Nonetheless, he kept hammering the same message, during and after his presidential runs.
“I did 341 speeches [on the floor of congress] against the Iraq war,” Kucinich says. “I gave 155 speeches against war with Iran. I spent the better part of sixteen years dedicated to trying to protect America from the tragedy of going to wars based on lies. And I’ll tell you, it’s exhausting.”
With tensions in the Middle East again dominating the news cycle and a presidential race, Kucinich worries about the lack of progress in reversing America’s addiction to conflict. This week, he wrote an open letter to President Trump, urging him to avoid making the same mistake George W. Bush made.
In a tone that some Democrats might not like, he suggests Trump was given bad advice, and urges him to ignore it going forward.
“While President Bush was ultimately responsible, he was driven toward war by key advisers who had financial and ideological agendas,” he wrote. “I believe you are similarly being played.”
The Washington Post describes current-day Kucinich as living at a “curious crossroads” where the politics of Sanders and Trump intersect, but Kucinich is not a Trump booster. He’s antiwar to his core and not terribly interested in partisan politics, which he believes “does violence to cognition.”

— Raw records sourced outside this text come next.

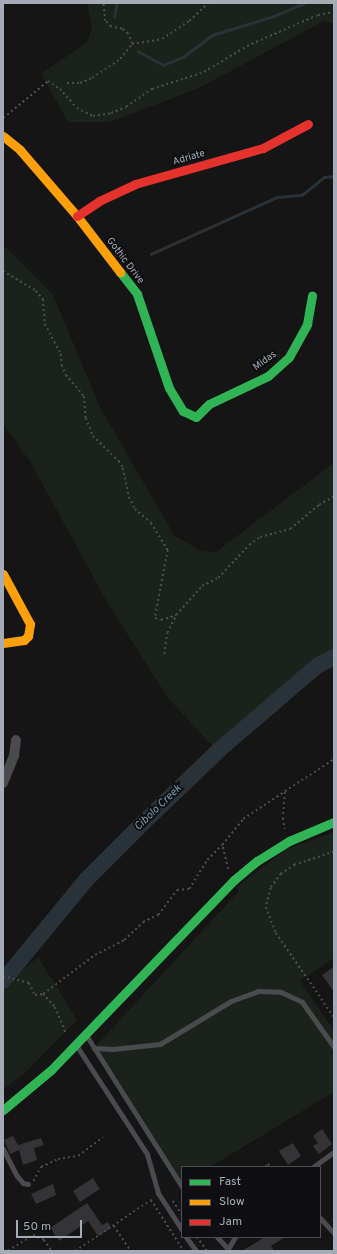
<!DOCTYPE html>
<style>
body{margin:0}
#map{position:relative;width:337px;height:1254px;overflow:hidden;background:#151515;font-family:Overpass,sans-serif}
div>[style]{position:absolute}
.green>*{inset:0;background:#1b221c}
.stream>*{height:2.5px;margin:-1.25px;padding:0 1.25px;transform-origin:1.25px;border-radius:1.25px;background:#283238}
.river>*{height:16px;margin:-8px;padding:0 8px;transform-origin:8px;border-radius:8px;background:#283238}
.building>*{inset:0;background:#343436}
.path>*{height:1.5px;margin-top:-0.75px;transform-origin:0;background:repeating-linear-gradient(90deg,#4b4c50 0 2px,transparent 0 5px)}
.lane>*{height:5px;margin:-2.5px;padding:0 2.5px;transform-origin:2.5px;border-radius:2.5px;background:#494b4e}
.street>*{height:10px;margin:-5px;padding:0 5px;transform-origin:5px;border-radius:5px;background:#494b4e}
.fast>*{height:9px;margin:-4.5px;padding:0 4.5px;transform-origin:4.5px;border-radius:4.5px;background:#30b455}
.slow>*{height:9px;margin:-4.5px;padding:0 4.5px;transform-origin:4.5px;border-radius:4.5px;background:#ff9f0a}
.jam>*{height:9px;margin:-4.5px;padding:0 4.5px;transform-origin:4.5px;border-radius:4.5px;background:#e5322d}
span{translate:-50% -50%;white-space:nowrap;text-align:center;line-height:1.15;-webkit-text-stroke:4px #0f0f11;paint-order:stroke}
.street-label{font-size:10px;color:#a5acb7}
.water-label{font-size:11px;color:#7a9eb4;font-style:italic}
.frame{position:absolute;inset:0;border:4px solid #a5acb7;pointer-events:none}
.legend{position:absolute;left:181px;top:1166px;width:140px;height:72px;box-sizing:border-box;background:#0f0f11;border:1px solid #4b4e53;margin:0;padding:5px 7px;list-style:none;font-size:12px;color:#a5acb7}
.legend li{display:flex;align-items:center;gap:8px;height:20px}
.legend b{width:20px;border:1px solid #4b4e53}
.scale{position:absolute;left:16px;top:1220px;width:66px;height:18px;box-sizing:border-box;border:2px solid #a5acb7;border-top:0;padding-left:5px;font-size:12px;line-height:14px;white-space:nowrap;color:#a5acb7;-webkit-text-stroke:3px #0f0f11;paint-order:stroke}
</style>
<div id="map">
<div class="green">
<i style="clip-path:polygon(87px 3px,334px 3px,334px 24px,324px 21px,199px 88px,110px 122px,68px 122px,41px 74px,87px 42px,92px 27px)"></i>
<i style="clip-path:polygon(3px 245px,53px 295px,100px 407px,174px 535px,201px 551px,216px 552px,334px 463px,334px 652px,306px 670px,239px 726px,217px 751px,168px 698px,107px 602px,31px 463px,3px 424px)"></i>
<i style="clip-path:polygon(334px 832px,334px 958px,300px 981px,334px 1031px,334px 1092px,210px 1167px,182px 1167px,182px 1184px,94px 1048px,239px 891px,237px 887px,285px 850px)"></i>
<i style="clip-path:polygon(38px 957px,77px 1020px,24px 1074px,3px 1089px,3px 987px)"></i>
</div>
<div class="stream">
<i style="left:114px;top:17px;width:14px;rotate:-78deg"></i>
<i style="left:138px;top:51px;width:29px;rotate:29deg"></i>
<i style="left:163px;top:65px;width:22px;rotate:-22deg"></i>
<i style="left:183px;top:57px;width:36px;rotate:-37deg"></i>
<i style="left:212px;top:35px;width:65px;rotate:-17deg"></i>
<i style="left:274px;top:16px;width:33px;rotate:-23deg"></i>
<i style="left:151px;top:254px;width:138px;rotate:-24.3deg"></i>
<i style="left:277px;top:197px;width:25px;rotate:-5deg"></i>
<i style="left:302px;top:195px;width:28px;rotate:-39deg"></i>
<i style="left:324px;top:177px;width:10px;rotate:-6deg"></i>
</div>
<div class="river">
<i style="left:3px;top:981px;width:129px;rotate:-50.6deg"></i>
<i style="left:85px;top:881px;width:82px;rotate:-45deg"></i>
<i style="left:143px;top:823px;width:105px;rotate:-43.8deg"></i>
<i style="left:219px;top:750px;width:129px;rotate:-40.6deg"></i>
<i style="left:317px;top:666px;width:19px;rotate:-28deg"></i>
</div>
<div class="building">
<i style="clip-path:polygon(334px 967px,334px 992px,322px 975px)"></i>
<i style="clip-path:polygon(322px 1129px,332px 1144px,319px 1154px,313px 1146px,318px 1143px,313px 1136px)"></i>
<i style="clip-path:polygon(13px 1136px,18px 1145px,41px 1138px,44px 1145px,34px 1148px,37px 1160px,23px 1165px,19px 1150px,10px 1154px,4px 1140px)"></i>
<i style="clip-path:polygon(293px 1143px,301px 1156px,288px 1165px,279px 1151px)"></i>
<i style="clip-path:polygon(93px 1178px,100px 1189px,80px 1202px,73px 1191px)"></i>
<i style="clip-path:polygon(53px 1184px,56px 1195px,36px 1204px,31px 1194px)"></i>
<i style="clip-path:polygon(87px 1203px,102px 1225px,108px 1222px,111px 1228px,98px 1236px,88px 1221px,59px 1241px,50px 1228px)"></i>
<i style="clip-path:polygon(265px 1237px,285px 1237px,271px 1246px,274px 1251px,242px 1251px)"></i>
</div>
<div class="path">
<i style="left:132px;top:44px;width:30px;rotate:-9deg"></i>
<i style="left:162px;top:39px;width:32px;rotate:-34deg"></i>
<i style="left:189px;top:21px;width:26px;rotate:-43deg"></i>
<i style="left:67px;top:83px;width:13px"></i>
<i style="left:80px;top:83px;width:13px;rotate:-23deg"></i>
<i style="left:92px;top:78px;width:34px;rotate:-34deg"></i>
<i style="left:120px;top:59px;width:19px;rotate:-51deg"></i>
<i style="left:132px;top:44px;width:11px;rotate:-112deg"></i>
<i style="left:128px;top:34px;width:8px;rotate:-140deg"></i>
<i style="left:122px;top:29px;width:11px;rotate:-170deg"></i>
<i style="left:111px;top:27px;width:8px;rotate:-135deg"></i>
<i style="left:105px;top:21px;width:18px;rotate:-96deg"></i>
<i style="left:3px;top:118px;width:58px;rotate:-39.4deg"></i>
<i style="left:48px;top:81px;width:14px;rotate:34deg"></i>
<i style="left:60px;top:89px;width:25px;rotate:48deg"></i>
<i style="left:77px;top:108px;width:18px;rotate:27deg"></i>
<i style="left:93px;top:116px;width:18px;rotate:-9deg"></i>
<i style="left:111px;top:113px;width:16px;rotate:-22deg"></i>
<i style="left:126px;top:107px;width:32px;rotate:-35deg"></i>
<i style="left:152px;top:89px;width:55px;rotate:-18.1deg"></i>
<i style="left:204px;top:72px;width:50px;rotate:-31.2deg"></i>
<i style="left:247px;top:46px;width:77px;rotate:-23.6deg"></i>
<i style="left:318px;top:15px;width:16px;rotate:-11deg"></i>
<i style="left:3px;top:271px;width:39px;rotate:31deg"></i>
<i style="left:36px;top:291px;width:11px;rotate:49deg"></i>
<i style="left:43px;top:299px;width:25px;rotate:85deg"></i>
<i style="left:45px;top:324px;width:34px;rotate:62deg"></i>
<i style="left:61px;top:354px;width:11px;rotate:85deg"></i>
<i style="left:62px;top:365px;width:11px;rotate:68deg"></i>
<i style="left:66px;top:375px;width:28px;rotate:49deg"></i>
<i style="left:84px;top:396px;width:22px;rotate:85deg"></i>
<i style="left:86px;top:418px;width:19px;rotate:69deg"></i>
<i style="left:93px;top:436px;width:36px;rotate:44deg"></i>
<i style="left:119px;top:461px;width:8px;rotate:60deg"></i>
<i style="left:123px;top:468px;width:30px;rotate:78deg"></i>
<i style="left:129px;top:497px;width:13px;rotate:63deg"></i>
<i style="left:135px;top:509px;width:21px;rotate:41deg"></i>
<i style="left:151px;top:523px;width:32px;rotate:58deg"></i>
<i style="left:168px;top:550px;width:69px;rotate:100.8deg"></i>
<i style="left:155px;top:618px;width:6px;rotate:18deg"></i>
<i style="left:161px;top:620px;width:16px;rotate:-18deg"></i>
<i style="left:164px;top:654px;width:21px;rotate:-82deg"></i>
<i style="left:167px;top:633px;width:20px;rotate:-63deg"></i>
<i style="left:176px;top:615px;width:39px;rotate:-48deg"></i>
<i style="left:202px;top:586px;width:18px;rotate:-27deg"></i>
<i style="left:218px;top:578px;width:45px;rotate:-46.8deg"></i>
<i style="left:249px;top:545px;width:14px;rotate:-36deg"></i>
<i style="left:260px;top:537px;width:31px;rotate:-15deg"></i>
<i style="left:290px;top:529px;width:38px;rotate:-40deg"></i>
<i style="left:319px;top:505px;width:17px;rotate:-31deg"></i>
<i style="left:285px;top:792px;width:26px;rotate:94deg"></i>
<i style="left:283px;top:818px;width:11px;rotate:80deg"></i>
<i style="left:334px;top:852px;width:41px;rotate:161.6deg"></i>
<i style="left:295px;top:865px;width:17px;rotate:147deg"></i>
<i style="left:281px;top:874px;width:17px;rotate:126deg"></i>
<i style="left:271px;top:888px;width:20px;rotate:105deg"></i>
<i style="left:266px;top:907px;width:28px;rotate:69deg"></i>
<i style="left:276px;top:933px;width:102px;rotate:55.4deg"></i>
<i style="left:228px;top:869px;width:25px;rotate:-104deg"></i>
<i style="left:222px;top:845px;width:33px;rotate:-51deg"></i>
<i style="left:243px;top:819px;width:109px;rotate:-33.4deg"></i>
<i style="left:3px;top:976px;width:27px;rotate:15deg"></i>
<i style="left:29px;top:983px;width:13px;rotate:63deg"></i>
<i style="left:35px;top:995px;width:8px;rotate:-7deg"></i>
<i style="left:43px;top:994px;width:65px;rotate:-36.9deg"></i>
<i style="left:95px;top:955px;width:33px;rotate:-27deg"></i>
<i style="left:124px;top:940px;width:26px;rotate:-43deg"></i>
<i style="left:143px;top:922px;width:17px;rotate:-25deg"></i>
<i style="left:158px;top:915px;width:31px;rotate:-53deg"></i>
<i style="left:177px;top:890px;width:12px;rotate:-5deg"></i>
<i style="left:189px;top:889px;width:34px;rotate:-58deg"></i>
<i style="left:207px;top:860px;width:21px;rotate:-45deg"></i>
<i style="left:43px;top:994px;width:18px;rotate:47deg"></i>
<i style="left:55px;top:1007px;width:30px;rotate:67deg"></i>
<i style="left:265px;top:1167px;width:4px;rotate:-45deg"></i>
<i style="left:268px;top:1164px;width:4px;rotate:45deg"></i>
<i style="left:33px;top:1181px;width:16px;rotate:-60deg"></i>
<i style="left:41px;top:1167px;width:19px;rotate:-25deg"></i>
<i style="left:58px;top:1159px;width:20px;rotate:-9deg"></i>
<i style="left:78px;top:1156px;width:31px;rotate:-37deg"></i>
<i style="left:151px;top:1200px;width:61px;rotate:57.1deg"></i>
<i style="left:173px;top:1201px;width:17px;rotate:57deg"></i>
<i style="left:114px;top:1226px;width:30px;rotate:56deg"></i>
<i style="left:197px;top:1237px;width:17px;rotate:54deg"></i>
<i style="left:8px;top:1251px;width:30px;rotate:-33deg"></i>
<i style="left:33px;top:1235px;width:12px;rotate:24deg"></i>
<i style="left:44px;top:1240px;width:14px;rotate:54deg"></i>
<i style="left:75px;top:1251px;width:95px;rotate:-33.9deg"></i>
</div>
<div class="lane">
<i style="left:86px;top:1035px;width:180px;rotate:57.7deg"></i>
<i style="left:76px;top:1045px;width:130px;rotate:56.9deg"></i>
<i style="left:147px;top:1154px;width:41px;rotate:74.2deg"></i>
<i style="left:158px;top:1193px;width:44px;rotate:57deg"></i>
<i style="left:94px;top:1048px;width:19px;rotate:3deg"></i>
<i style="left:113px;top:1049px;width:47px;rotate:-6.1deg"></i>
<i style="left:160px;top:1044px;width:83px;rotate:-31.2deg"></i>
<i style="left:231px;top:1001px;width:29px;rotate:-20deg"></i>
<i style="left:258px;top:991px;width:23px;rotate:2deg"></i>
<i style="left:281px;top:992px;width:23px;rotate:25deg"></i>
<i style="left:302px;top:1002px;width:55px;rotate:54.6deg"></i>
<i style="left:3px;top:1149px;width:30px;rotate:63deg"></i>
<i style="left:17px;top:1176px;width:9px;rotate:49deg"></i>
<i style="left:23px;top:1183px;width:5px;rotate:11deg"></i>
<i style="left:313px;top:1167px;width:26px;rotate:-36deg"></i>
<i style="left:320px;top:1218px;width:21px;rotate:47deg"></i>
<i style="left:186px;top:1237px;width:17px;rotate:54deg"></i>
<i style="left:217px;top:1237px;width:16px;rotate:47deg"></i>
<i style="left:228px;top:1249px;width:14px;rotate:-60deg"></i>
</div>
<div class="street">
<i style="left:3px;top:783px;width:29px;rotate:-68deg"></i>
<i style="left:14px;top:756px;width:16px;rotate:-83deg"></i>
</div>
<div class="fast">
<i style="left:120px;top:272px;width:28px;rotate:52deg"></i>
<i style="left:137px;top:294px;width:99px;rotate:71.2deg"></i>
<i style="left:169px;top:388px;width:27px;rotate:59deg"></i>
<i style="left:183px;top:411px;width:14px;rotate:25deg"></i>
<i style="left:196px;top:417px;width:18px;rotate:-45deg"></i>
<i style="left:209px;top:404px;width:65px;rotate:-25.4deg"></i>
<i style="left:268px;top:376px;width:28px;rotate:-42deg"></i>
<i style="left:289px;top:357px;width:38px;rotate:-61deg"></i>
<i style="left:307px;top:324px;width:29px;rotate:-80deg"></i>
<i style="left:3px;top:1110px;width:62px;rotate:-39.8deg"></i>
<i style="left:51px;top:1070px;width:264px;rotate:-46.1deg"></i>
<i style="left:234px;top:880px;width:30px;rotate:-40deg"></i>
<i style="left:257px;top:861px;width:38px;rotate:-32deg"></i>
<i style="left:289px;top:841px;width:49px;rotate:-22.9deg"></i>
</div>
<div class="slow">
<i style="left:3px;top:136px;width:22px;rotate:39deg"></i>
<i style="left:20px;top:150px;width:87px;rotate:49.2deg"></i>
<i style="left:77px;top:216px;width:71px;rotate:52.5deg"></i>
<i style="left:3px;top:574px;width:57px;rotate:61.6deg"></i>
<i style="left:30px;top:624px;width:12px;rotate:99deg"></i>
<i style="left:28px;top:636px;width:6px;rotate:135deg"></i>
<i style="left:24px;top:640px;width:21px;rotate:172deg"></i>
</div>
<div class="jam">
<i style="left:77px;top:216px;width:27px;rotate:-34deg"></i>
<i style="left:99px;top:201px;width:40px;rotate:-25deg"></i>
<i style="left:135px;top:184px;width:133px;rotate:-15.7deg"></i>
<i style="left:263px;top:148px;width:51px;rotate:-28.1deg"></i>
</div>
<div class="street-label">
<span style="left:189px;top:158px;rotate:-16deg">Adriate</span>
<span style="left:125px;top:261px;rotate:53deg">Gothic Drive</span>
<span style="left:265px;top:361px;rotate:-36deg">Midas</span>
</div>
<div class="water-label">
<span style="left:158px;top:808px;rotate:-44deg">Cibolo Creek</span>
</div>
<div class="frame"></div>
<ul class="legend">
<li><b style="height:5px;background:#30b455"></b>Fast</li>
<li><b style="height:5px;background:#ff9f0a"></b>Slow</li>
<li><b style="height:5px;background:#e5322d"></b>Jam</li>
</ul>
<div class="scale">50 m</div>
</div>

This is one reason he endorsed Gabbard, whom he encouraged to run for congress years ago. “She’s consistently demonstrated her capacity for independent thought,” he says, adding she “has the ability to look at things” without being hampered by the “desire to be blessed by the party.”
Kucinich was the same way. In some respects, the party has forgiven him for it. In other areas, particularly on issues of war and nonviolence, validation will have to wait.